Il razzismo in Tunisia raccontato da Stephanie Pouessel, ricercatrice presso l’IRMC.
di Marta Pasqualini
Stephanie Pouessel è una ricercatrice in antropologia politica che lavora presso l’IRMC (Institut de Recherche sur le Maghreb Contemporain) , a Tunisi. Da anni la sua ricerca è incentrata sulle questioni relative alla discriminazione delle minoranze e sulle rivendicazioni culturali ed identitarie degli amazigh e della popolazione nera in Tunisia.
Ci incontriamo nel giardino interno dell’IRMC e, sotto il sole di una prematura primavera tunisina, parliamo di discriminazione e razzismo.
“ La questione del razzismo in Tunisia non è assimilabile alla generale problematica della discriminazione sui neri in America o in Europa. Ha una sua specificità.” La sua peculiarità, sostiene Stephanie, è fatto che si rivolge ai con-cittadini tunisini, neri. “è un problema che riguarda una minoranza di persone, certamente, ma quelle persone sono a tutti gli effetti Cittadini, Residenti, Tunisini.”
Cittadini a metà. Cittadini che formalmente godono di eguali diritti e doveri ma che sostanzialmente vivono una sorta di marginalità di diritti, costantemente vittime di vili discriminazioni.

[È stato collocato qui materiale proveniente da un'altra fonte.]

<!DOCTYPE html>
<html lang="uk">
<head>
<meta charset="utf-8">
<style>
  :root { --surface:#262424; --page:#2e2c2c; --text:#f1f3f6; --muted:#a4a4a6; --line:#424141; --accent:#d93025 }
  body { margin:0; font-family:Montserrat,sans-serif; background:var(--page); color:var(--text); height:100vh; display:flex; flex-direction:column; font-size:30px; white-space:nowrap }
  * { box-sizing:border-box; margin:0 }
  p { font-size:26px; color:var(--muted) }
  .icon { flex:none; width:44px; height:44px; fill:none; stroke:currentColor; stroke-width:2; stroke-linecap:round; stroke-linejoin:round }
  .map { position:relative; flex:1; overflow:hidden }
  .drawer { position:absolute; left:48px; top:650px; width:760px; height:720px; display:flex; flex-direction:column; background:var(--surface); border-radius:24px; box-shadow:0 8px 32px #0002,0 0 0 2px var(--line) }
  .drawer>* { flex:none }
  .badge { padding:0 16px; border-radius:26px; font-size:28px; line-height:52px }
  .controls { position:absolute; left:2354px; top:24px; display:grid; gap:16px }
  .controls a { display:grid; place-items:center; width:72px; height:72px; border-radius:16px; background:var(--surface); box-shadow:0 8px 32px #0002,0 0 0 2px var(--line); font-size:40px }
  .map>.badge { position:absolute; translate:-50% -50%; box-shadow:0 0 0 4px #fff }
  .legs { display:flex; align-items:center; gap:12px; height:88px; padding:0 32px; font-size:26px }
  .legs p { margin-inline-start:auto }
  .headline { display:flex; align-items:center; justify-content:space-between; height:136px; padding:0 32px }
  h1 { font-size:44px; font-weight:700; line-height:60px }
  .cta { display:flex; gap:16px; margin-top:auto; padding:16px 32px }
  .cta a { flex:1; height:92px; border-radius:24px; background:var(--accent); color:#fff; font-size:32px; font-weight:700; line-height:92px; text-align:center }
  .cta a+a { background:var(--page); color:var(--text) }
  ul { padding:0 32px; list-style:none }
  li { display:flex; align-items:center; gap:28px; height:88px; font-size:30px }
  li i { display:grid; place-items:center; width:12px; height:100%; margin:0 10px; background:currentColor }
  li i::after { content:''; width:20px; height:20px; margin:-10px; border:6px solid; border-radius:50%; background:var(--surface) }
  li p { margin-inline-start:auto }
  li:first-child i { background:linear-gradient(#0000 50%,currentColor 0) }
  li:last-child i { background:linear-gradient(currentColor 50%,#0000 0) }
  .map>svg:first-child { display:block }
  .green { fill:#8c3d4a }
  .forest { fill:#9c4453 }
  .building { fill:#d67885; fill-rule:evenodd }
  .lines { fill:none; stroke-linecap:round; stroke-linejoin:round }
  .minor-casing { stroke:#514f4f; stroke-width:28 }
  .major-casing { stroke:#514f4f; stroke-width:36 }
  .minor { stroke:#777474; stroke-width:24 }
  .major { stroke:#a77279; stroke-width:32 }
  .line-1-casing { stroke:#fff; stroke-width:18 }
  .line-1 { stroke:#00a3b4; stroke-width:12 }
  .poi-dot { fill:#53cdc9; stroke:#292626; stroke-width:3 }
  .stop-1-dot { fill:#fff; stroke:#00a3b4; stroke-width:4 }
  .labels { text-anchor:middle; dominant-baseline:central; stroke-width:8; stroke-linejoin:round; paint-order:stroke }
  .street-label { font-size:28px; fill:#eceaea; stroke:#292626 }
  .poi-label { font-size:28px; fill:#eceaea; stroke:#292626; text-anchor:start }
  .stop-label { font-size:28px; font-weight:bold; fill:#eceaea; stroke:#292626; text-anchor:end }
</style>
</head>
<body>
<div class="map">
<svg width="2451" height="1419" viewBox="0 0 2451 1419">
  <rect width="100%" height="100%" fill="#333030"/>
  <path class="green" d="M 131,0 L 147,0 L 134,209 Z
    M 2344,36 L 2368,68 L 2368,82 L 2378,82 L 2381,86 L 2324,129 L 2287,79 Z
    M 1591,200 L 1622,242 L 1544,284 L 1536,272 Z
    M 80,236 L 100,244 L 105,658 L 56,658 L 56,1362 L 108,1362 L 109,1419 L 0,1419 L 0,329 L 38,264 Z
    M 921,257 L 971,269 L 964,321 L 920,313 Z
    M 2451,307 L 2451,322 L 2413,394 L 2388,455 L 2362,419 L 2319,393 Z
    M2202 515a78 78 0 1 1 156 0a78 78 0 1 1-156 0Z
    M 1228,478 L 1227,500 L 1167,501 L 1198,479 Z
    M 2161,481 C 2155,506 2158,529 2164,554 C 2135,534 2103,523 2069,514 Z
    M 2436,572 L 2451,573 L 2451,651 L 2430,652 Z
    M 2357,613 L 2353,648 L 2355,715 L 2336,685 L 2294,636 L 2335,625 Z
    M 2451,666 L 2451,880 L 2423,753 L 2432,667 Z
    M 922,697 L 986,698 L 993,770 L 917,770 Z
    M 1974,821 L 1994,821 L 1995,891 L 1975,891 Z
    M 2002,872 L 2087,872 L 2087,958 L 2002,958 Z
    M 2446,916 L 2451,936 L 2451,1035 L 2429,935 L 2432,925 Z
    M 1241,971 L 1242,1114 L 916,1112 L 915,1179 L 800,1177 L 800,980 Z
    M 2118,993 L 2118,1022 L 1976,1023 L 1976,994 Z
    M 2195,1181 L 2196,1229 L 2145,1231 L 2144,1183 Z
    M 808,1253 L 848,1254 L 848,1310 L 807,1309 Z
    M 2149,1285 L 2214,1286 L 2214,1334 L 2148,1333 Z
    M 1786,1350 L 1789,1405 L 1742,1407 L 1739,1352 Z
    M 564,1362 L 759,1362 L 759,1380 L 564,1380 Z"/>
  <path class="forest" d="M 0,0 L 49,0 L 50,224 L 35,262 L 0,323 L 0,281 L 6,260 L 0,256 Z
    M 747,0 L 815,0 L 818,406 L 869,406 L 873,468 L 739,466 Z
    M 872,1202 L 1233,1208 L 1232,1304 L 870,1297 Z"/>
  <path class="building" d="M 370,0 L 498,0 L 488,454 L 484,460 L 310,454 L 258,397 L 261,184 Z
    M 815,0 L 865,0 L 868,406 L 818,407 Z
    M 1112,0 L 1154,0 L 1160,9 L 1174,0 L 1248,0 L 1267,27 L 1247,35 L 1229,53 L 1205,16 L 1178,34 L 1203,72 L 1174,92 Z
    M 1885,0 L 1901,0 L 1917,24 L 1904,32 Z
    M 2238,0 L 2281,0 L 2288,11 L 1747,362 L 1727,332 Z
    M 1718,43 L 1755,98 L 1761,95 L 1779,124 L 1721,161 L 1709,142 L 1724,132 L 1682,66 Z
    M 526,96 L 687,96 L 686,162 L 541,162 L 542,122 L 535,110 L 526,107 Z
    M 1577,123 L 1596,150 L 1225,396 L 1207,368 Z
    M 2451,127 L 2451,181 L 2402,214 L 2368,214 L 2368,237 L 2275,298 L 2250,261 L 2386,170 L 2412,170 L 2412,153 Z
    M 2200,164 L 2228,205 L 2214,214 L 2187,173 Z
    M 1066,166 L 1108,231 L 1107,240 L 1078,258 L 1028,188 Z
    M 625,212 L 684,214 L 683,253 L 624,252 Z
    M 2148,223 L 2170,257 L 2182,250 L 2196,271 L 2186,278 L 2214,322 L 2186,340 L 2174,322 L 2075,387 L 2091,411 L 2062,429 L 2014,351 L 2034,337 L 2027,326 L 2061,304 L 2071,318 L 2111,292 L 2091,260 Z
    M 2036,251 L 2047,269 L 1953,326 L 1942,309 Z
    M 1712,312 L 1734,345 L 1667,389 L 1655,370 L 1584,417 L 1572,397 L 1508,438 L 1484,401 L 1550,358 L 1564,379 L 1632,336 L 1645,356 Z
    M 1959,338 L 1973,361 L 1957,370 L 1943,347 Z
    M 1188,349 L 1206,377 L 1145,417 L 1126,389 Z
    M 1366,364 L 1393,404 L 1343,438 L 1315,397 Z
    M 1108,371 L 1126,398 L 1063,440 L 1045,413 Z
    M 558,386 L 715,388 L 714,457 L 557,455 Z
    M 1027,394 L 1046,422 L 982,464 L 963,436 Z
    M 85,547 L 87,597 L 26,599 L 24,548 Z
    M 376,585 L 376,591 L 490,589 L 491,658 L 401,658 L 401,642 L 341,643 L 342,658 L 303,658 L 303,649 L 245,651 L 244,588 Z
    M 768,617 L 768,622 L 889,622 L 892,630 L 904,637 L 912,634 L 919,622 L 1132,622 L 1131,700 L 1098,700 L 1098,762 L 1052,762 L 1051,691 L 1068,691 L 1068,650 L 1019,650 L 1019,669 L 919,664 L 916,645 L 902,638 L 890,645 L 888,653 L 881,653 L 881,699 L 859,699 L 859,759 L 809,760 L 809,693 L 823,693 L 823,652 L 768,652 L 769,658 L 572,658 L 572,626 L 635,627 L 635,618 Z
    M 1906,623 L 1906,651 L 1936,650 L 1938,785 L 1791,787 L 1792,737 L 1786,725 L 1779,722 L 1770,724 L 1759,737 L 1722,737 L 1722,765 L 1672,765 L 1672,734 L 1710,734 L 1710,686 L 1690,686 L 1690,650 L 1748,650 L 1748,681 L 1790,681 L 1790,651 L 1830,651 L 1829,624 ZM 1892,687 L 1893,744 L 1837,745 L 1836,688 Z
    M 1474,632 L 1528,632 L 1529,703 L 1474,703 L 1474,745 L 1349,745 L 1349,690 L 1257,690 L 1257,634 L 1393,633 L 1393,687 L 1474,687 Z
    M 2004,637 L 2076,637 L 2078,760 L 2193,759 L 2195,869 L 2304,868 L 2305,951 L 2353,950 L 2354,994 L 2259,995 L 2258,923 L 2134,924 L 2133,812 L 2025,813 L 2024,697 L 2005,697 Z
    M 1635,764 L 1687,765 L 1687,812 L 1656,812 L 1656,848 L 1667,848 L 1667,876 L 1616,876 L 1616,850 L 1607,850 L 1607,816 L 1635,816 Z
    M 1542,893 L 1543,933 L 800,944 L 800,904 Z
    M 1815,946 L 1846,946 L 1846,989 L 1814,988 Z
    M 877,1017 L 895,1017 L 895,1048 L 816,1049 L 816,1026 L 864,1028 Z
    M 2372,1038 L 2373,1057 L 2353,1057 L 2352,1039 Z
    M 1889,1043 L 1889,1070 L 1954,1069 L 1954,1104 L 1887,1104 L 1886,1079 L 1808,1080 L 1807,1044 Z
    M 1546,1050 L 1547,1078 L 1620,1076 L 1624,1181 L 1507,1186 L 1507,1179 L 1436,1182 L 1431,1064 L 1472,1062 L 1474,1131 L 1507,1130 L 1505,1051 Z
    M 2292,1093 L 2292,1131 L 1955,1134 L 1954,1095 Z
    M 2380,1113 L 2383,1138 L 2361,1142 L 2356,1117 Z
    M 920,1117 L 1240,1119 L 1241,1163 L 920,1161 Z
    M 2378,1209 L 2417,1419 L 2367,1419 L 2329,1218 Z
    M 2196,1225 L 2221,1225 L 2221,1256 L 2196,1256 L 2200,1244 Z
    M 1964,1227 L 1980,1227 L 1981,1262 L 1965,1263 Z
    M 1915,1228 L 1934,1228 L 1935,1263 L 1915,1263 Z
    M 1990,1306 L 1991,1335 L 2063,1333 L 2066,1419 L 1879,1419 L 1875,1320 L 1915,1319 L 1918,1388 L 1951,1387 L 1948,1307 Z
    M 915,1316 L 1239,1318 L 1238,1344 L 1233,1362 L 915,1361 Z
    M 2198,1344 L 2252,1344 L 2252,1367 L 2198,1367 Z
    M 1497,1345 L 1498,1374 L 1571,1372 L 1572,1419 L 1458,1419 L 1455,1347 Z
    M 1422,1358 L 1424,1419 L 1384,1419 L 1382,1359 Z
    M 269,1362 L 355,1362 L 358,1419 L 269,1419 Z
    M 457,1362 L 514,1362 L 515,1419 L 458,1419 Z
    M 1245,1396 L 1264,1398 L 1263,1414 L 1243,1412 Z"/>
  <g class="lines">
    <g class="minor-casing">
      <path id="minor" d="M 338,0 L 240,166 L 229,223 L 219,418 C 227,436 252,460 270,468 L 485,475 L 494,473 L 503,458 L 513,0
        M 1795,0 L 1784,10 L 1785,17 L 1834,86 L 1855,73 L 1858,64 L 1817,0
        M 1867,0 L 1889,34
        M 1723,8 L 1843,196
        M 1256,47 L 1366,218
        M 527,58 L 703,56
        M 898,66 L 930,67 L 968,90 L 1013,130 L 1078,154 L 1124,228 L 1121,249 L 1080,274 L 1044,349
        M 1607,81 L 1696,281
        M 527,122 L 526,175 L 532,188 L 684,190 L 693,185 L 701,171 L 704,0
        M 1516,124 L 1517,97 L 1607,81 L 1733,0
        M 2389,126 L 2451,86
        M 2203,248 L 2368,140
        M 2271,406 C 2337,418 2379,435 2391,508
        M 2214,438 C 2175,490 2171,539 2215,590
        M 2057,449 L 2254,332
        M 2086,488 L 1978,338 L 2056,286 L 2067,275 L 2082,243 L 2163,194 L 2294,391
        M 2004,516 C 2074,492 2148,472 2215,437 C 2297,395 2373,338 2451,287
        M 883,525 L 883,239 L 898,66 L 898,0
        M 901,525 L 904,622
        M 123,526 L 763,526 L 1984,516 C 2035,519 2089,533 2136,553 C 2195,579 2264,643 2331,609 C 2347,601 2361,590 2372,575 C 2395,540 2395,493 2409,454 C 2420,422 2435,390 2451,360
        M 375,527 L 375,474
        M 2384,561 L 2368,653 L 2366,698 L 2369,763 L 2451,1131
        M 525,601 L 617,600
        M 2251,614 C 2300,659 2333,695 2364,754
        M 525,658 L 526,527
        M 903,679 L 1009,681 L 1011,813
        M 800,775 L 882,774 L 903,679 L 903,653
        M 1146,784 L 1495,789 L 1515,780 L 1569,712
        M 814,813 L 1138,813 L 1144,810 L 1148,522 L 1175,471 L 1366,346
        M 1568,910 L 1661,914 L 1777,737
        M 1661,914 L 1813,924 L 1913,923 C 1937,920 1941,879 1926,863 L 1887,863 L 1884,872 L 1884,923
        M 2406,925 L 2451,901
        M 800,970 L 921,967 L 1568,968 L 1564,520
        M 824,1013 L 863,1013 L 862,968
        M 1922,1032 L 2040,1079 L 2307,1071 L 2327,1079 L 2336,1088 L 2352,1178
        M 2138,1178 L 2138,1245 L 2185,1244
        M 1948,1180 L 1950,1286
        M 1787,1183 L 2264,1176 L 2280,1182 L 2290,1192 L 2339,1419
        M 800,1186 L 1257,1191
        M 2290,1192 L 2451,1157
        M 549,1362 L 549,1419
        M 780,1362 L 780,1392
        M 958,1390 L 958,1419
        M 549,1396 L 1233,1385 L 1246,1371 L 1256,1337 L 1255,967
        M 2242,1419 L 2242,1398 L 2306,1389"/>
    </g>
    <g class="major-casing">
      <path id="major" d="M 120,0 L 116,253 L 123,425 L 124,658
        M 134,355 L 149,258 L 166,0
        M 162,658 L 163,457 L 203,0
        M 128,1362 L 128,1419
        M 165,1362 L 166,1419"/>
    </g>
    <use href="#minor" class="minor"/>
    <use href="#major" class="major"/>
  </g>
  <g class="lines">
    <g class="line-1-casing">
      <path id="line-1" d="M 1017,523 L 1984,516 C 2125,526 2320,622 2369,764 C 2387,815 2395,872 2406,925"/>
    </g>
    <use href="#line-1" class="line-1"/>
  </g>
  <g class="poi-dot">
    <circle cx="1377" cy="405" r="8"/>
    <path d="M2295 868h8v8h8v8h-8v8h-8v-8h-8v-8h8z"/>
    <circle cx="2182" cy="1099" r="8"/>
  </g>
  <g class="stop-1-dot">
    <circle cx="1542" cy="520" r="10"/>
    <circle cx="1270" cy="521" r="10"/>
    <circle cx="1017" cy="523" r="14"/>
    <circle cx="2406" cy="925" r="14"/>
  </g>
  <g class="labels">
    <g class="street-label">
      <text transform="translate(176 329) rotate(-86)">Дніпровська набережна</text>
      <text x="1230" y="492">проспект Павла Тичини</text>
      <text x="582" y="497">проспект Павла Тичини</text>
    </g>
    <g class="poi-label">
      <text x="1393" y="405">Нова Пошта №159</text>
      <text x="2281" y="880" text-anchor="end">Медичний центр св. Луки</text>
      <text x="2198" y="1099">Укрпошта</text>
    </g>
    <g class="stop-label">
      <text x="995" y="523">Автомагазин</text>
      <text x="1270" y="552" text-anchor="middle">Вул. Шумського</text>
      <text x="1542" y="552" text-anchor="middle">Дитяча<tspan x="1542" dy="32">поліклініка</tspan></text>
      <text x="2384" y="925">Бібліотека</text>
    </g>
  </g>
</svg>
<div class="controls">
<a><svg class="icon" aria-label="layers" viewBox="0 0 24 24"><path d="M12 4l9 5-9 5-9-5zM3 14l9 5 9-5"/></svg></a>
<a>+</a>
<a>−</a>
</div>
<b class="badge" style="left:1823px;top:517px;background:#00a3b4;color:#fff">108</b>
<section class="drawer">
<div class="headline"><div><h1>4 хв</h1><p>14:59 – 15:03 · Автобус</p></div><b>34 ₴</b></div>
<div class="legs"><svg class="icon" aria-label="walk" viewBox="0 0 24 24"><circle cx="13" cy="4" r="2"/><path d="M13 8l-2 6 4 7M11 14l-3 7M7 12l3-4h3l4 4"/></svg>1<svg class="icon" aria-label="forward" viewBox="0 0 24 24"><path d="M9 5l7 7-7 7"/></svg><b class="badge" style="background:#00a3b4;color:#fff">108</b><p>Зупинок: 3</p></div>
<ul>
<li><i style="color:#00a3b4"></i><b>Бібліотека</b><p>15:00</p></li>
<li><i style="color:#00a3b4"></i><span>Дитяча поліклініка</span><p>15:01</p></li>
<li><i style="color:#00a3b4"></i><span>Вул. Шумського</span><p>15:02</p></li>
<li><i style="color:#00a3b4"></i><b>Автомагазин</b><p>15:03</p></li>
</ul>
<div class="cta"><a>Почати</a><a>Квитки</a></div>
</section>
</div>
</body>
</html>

“La seconda particolarità è la latenza.” Il razzismo è un tabù. Nessun tunisino parla apertamente della questione. Secondo Stephanie Pouessel è perché, di fatto, riguarda la sfera personale di un’ esigua minoranza dei tunisini. “È un fenomeno che è venuto a galla grazie ad una trasmissione radiofonica che, per prima, ha denunciato il problema degli inesistenti matrimoni misti tra persone bianche e persone nere.”
La discriminazione non si esplicita, passa attraverso la parola. Il linguaggio comune, dialettale, si fa vettore di messaggi razzisti e ingiuriosi “oussif” “abid”( servo, schiavo) sono generalmente usati per riferirsi alle persone nere. Ma qualcuno, un giorno, ha alzato il velo sullo questione attraverso la creazione di un gruppo su facebook: Assurance de la citoyenneté sans discrimination de couleur.
“Il gruppo è nato nell’ aprile 2011 dall’ esigenza di alcuni cittadini neri di creare uno spazio che potesse essere aperto alla condivisione delle esperienze personali. Questo gruppo su facebook ha permesso, ai cittadini neri, di “incontrarsi” , di parlare di razzismo e di mobilitarsi uniti.”
È difficile, secondo la Pouessel, parlare di coscienza collettiva e di militanza nera in Tunisia. “I cittadini neri tunisini, vittime di discriminazione, hanno, solamente, sollevato il problema e avanzato le prime richieste in seno alla, allora, Assemblea Costituente.” ma non per questo, aggiunge, si possono considerare un interlocutore organizzato della società civile tunisina.
La nuova costituzione, entrata in vigore il 7 febbraio 2014, è vaga in materia di razzismo e lascia al preambolo un divieto generico alla discriminazione internazionale per la quale si intende il divieto di delegittimazione del “popolo” arabo. Nessuna menzione alle discriminazioni sulle minoranze, nessuna menzione ai cittadini neri tunisini.
Anche il tanto acclamato articolo 20, che sancisce l’uguaglianza giuridica in termini di cittadinanza tra uomini e donne, non fa riferimenti al divieto di discriminazione sulla base della razza, colore, lingua, religione o idee politiche.
“É un problema di tipo legislativo che concerne, esclusivamente, i diritti delle persone di colore tunisine. Non è un problema sociale, non è un problema politico.”, conclude la Pouessel.
È partendo dal piano legislativo, quindi, che deve muoversi l’azione politica dei cittadini neri al fine di ottenere una piena uguaglianza sostanziale in materia di diritti civili e politici.
Le richieste della comunità nera sono semplici e chiare: una legge che penalizzi le azioni e i comportamenti razzisti e discriminatori, la fine del tabù che occulta una realtà, purtroppo, fin troppo “internazionale” e comune a tutti popoli.